El desplazamiento forzado es una de las tragedias más persistentes y silenciosas de nuestro tiempo. Miles de familias se ven obligadas a abandonar su hogar para salvar la vida, en ocasiones sin que nadie lo note. Hoy, 84 millones de personas están desplazadas dentro de sus propios países, una cifra sin precedentes que crece año tras año. Lo vemos a diario en Gaza, Ucrania o Sudán. Y aunque la tendencia no es nueva, en Colombia el incremento resulta alarmante: 84.964 personas fueron desplazadas forzosamente solo entre enero y julio de este año, según datos de la Defensoría del Pueblo recogidos por el editorial ‘Más desplazados’ de EL TIEMPO el pasado 9 de septiembre.
Al centrarnos únicamente en las cifras se corre el riesgo de reducir una crisis profundamente humana a una fría estadística. Detrás de cada número hay familias rotas, infancias arrebatadas y comunidades desintegradas. Además, el desplazamiento interno en Colombia es cada vez más complejo y multicausal: al crimen organizado y los conflictos se suman la expansión del narcotráfico, los desastres agravados por el cambio climático y los confinamientos que paralizan poblaciones enteras, en especial comunidades indígenas y afrocolombianas.
Muchas familias no huyen solo del peligro inmediato, sino también para evitar que sus hijos caigan en redes de reclutamiento forzado, de modo similar a otros países en América Latina. Allá donde la prevención es abandonar el propio hogar, el Estado ha dejado de cumplir su función más básica: proteger la vida.
La región del Catatumbo ilustra con crudeza esta realidad: más de 73.000 personas desplazadas en apenas siete meses. En marzo de este año, como relatora especial de Naciones Unidas para los Desplazados Internos y junto con trece de mis colegas designados por el Consejo de Derechos Humanos, presentamos una comunicación, respondida por el Gobierno. Allí constatamos que niñas y niños desplazados, en particular aquellos no acompañados o separados de sus familias, corren un riesgo extremo de caer en redes de trata con fines de explotación sexual o laboral. A menudo no pueden asistir a la escuela por miedo a grupos armados o por la existencia de minas antipersona cerca de los centros educativos. De hecho, la presencia de estas minas y municiones sin explotar también dificulta el retorno de muchas familias que desean volver a sus hogares.

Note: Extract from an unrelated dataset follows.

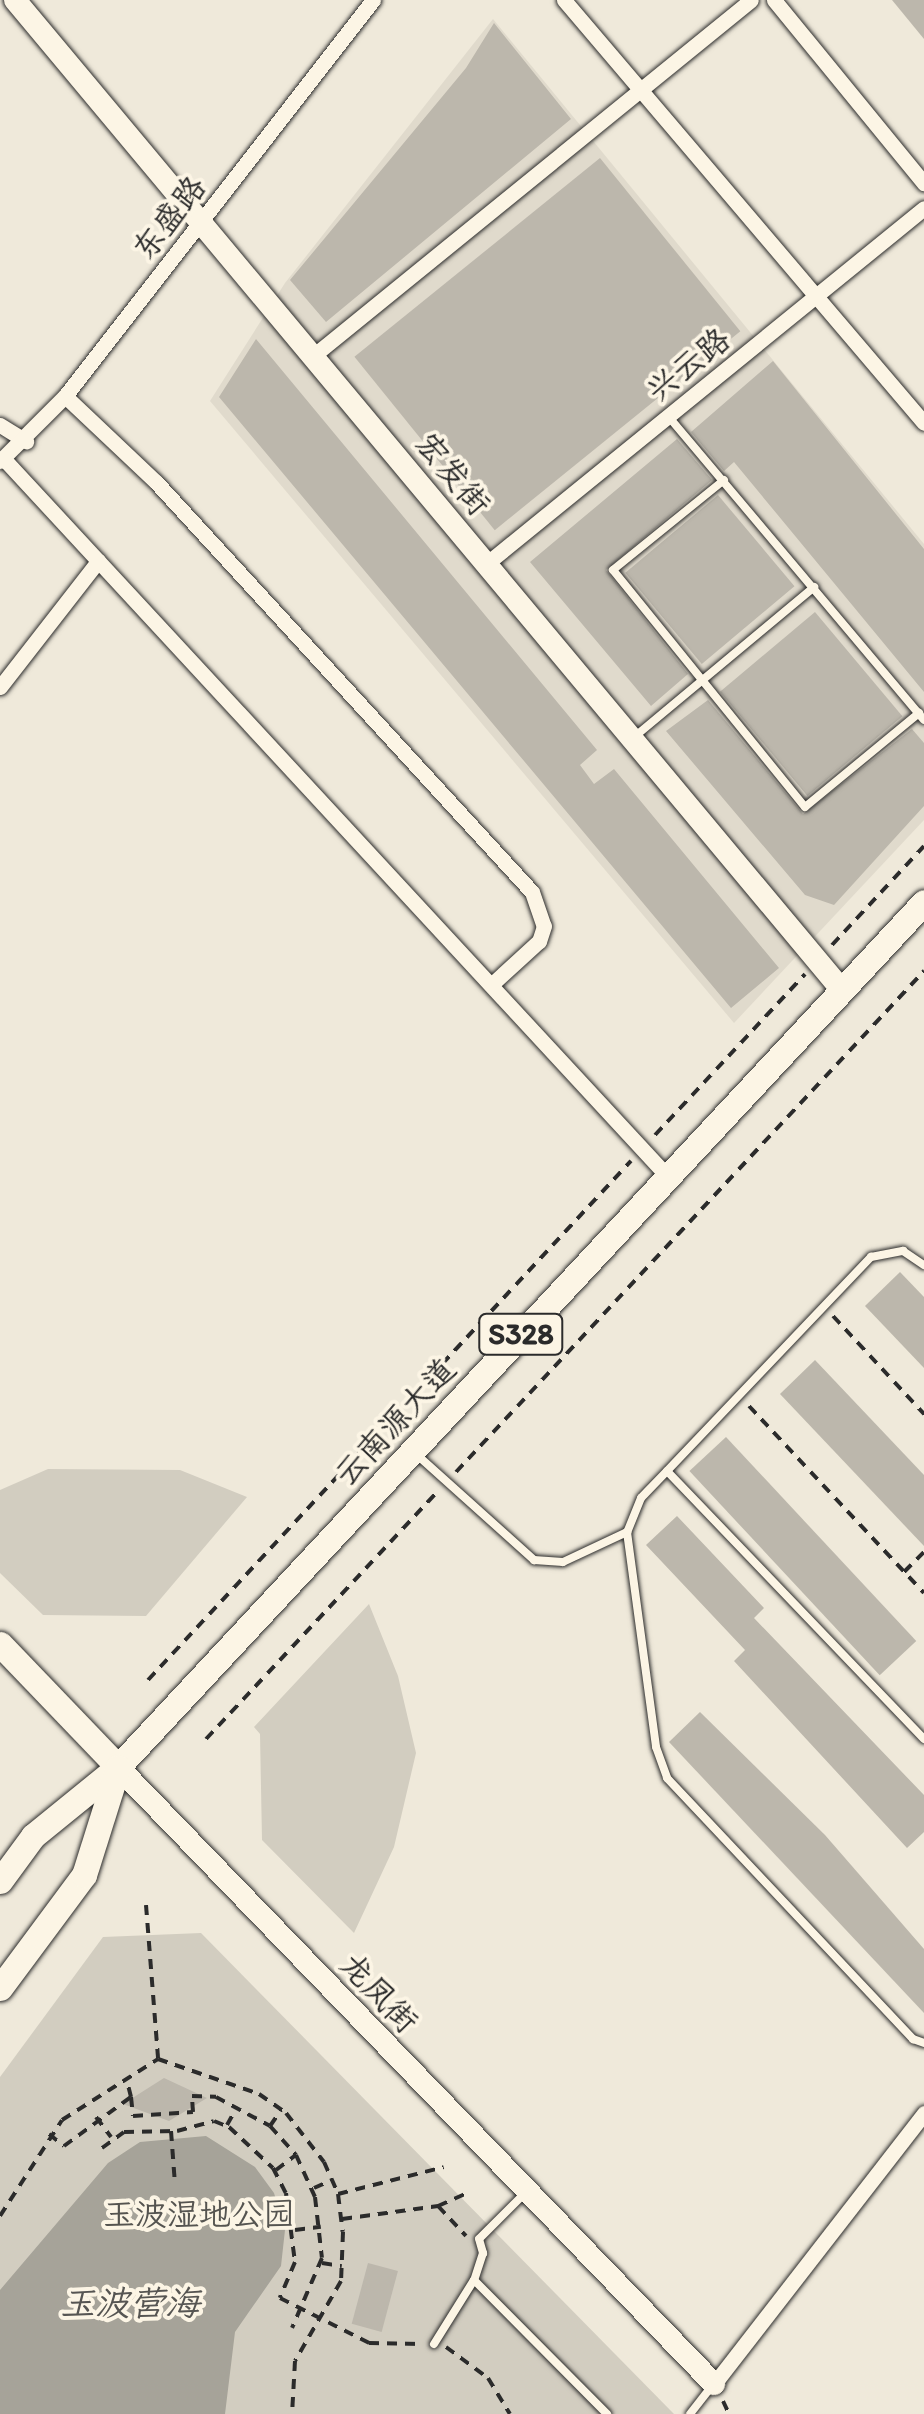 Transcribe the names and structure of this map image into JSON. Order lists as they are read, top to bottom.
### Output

Muchas familias no huyen solo del peligro inmediato, sino también para evitar que sus hijos caigan en redes de reclutamiento forzado, de modo similar a otros países en América Latina
Frente a este panorama, se requieren tres acciones urgentes y sostenidas: primero, prevención real, con respuestas rápidas y eficaces a las alertas tempranas antes de que la emergencia estalle; segundo, protección integral de las víctimas, con mecanismos colectivos y comunitarios sólidos, recursos suficientes y presencia institucional efectiva en las zonas más golpeadas; y tercero, soluciones duraderas, diseñadas con la participación activa de las comunidades y respaldadas con el fortalecimiento técnico y financiero de las autoridades locales, que suelen ser las primeras en responder y necesitan herramientas para garantizar acceso a servicios básicos y oportunidades reales, especialmente para los jóvenes.

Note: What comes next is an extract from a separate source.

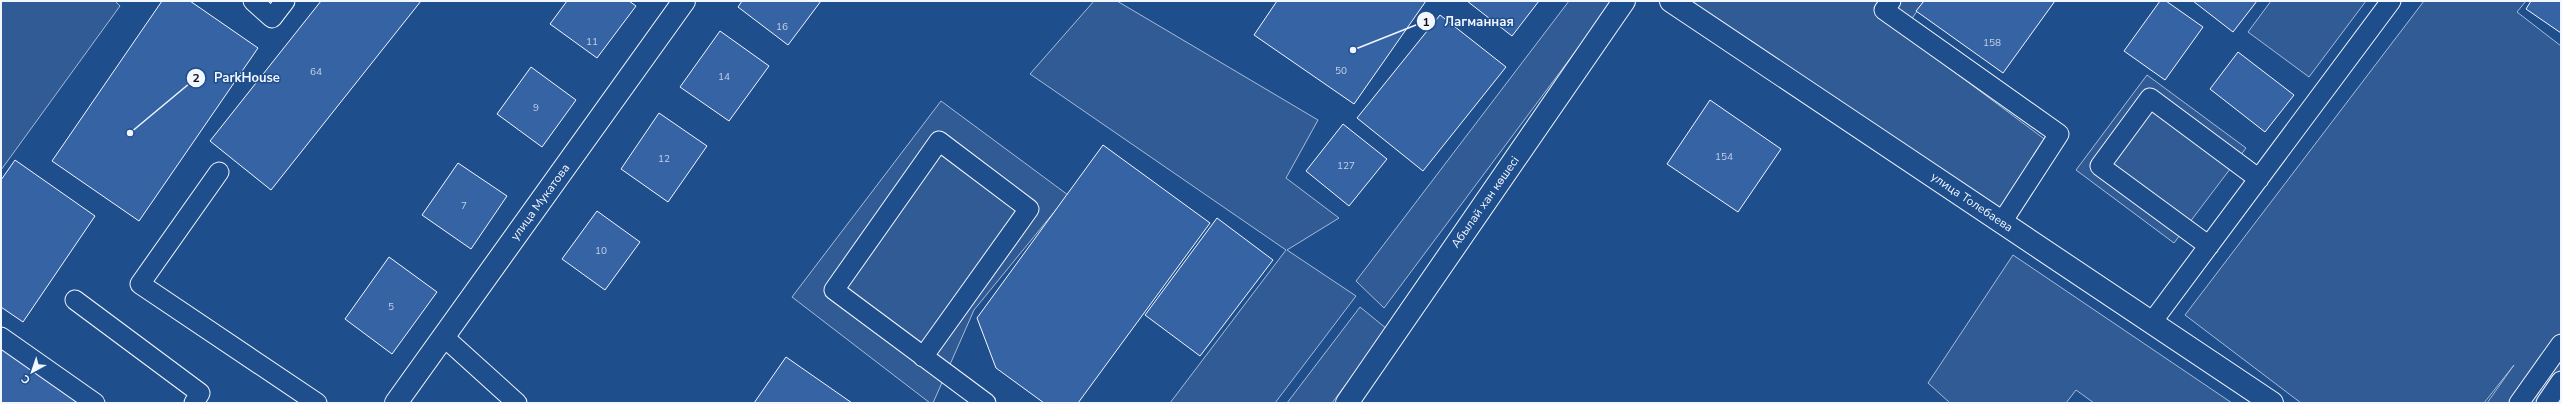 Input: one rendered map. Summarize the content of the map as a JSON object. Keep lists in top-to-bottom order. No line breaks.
{"streets":{"street":["улица Мукатова","Абылай хан көшесі","улица Толебаева"]},"places":["Лагманная","ParkHouse"],"house_numbers":["16","11","158","50","64","14","9","154","12","127","7","10","5"],"north":"bottom left"}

Por último, en este 21 de septiembre, Día Internacional de la Paz, es necesario reconocer que la paz del país depende irremediablemente de atender las causas que empujan a miles de familias a dejar todo atrás. La paz verdadera se construye cuando el Estado deja de llegar tarde y las comunidades pueden vivir sin miedo. Abordar las causas del desplazamiento con voluntad política, justicia social y presencia efectiva en los territorios más golpeados no es un gesto humanitario: es la condición mínima para saldar la deuda histórica que Colombia tiene con quienes han perdido todo, menos la esperanza.
PAULA GAVIRIA BETANCUR
Relatora especial de las Naciones Unidas para los Derechos Humanos de los Desplazados Internos y directora general de la Fundación Compaz.